▶ **THE DATA**
_ _ _

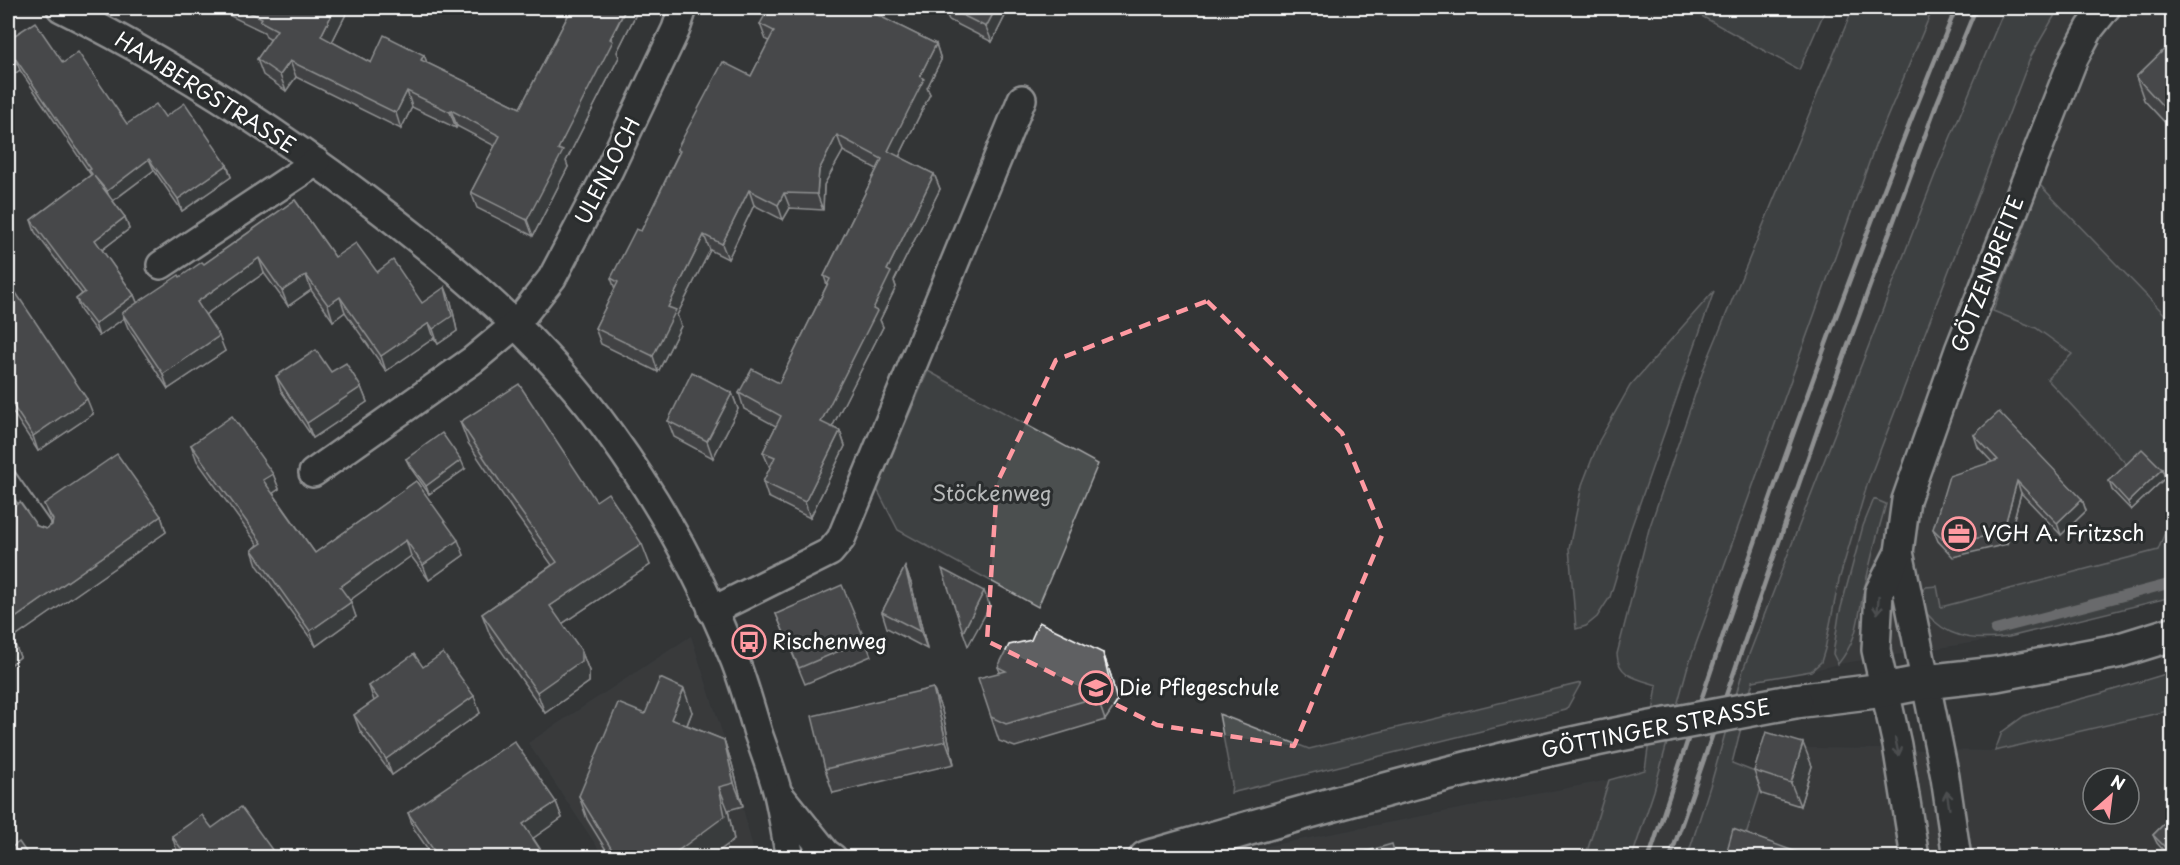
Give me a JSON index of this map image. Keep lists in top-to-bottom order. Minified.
{"streets":{"street":["HAMBERGSTRASSE","ULENLOCH","GÖTZENBREITE","GÖTTINGER STRASSE"]},"crossings":[["HAMBERGSTRASSE","ULENLOCH"],["GÖTZENBREITE","GÖTTINGER STRASSE"]],"parks":["Stöckenweg"],"places":{"office":["VGH A. Fritzsch"],"bus stop":["Rischenweg"],"school or university":["Die Pflegeschule"]},"north":"top right"}
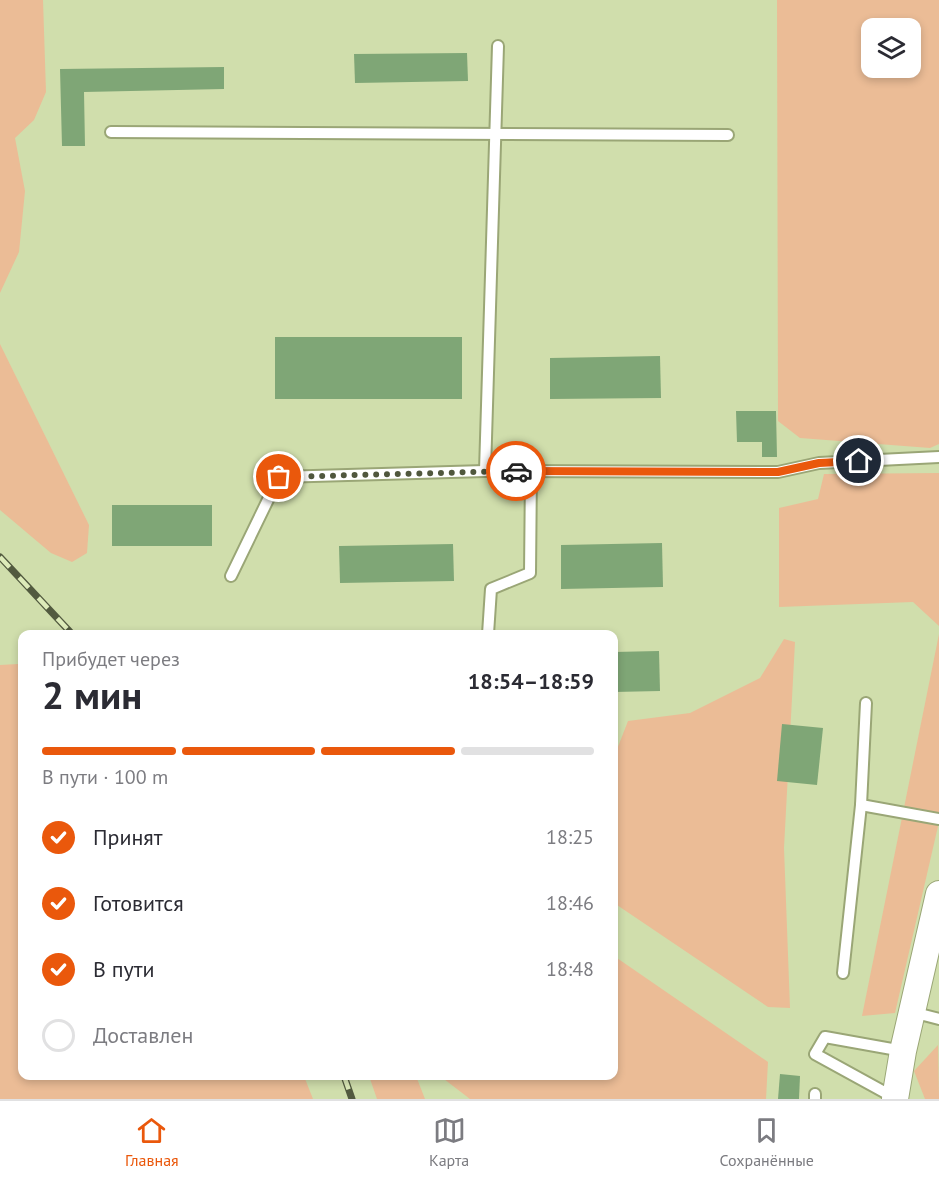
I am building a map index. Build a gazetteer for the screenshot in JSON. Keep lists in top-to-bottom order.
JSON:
{
  "page": {
    "heading": ["2 мин", "Прибудет через", "18:54–18:59"],
    "bar": "В пути · 100 m",
    "list": [
      ["Принят", "18:25"],
      ["Готовится", "18:46"],
      ["В пути", "18:48"],
      "Доставлен"
    ],
    "tabs": ["Главная", "Карта", "Сохранённые"]
  }
}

_ _ _

▶ **TASK REQUIREMENTS**
Reproduce every line above word for word; no images.

▶ **EXERCISE RESULT**
Give me a JSON index of this map image. Keep lists in top-to-bottom order. Minified.
{"streets":{"street":["HAMBERGSTRASSE","ULENLOCH","GÖTZENBREITE","GÖTTINGER STRASSE"]},"crossings":[["HAMBERGSTRASSE","ULENLOCH"],["GÖTZENBREITE","GÖTTINGER STRASSE"]],"parks":["Stöckenweg"],"places":{"office":["VGH A. Fritzsch"],"bus stop":["Rischenweg"],"school or university":["Die Pflegeschule"]},"north":"top right"}
I am building a map index. Build a gazetteer for the screenshot in JSON. Keep lists in top-to-bottom order.
JSON:
{
  "page": {
    "heading": ["2 мин", "Прибудет через", "18:54–18:59"],
    "bar": "В пути · 100 m",
    "list": [
      ["Принят", "18:25"],
      ["Готовится", "18:46"],
      ["В пути", "18:48"],
      "Доставлен"
    ],
    "tabs": ["Главная", "Карта", "Сохранённые"]
  }
}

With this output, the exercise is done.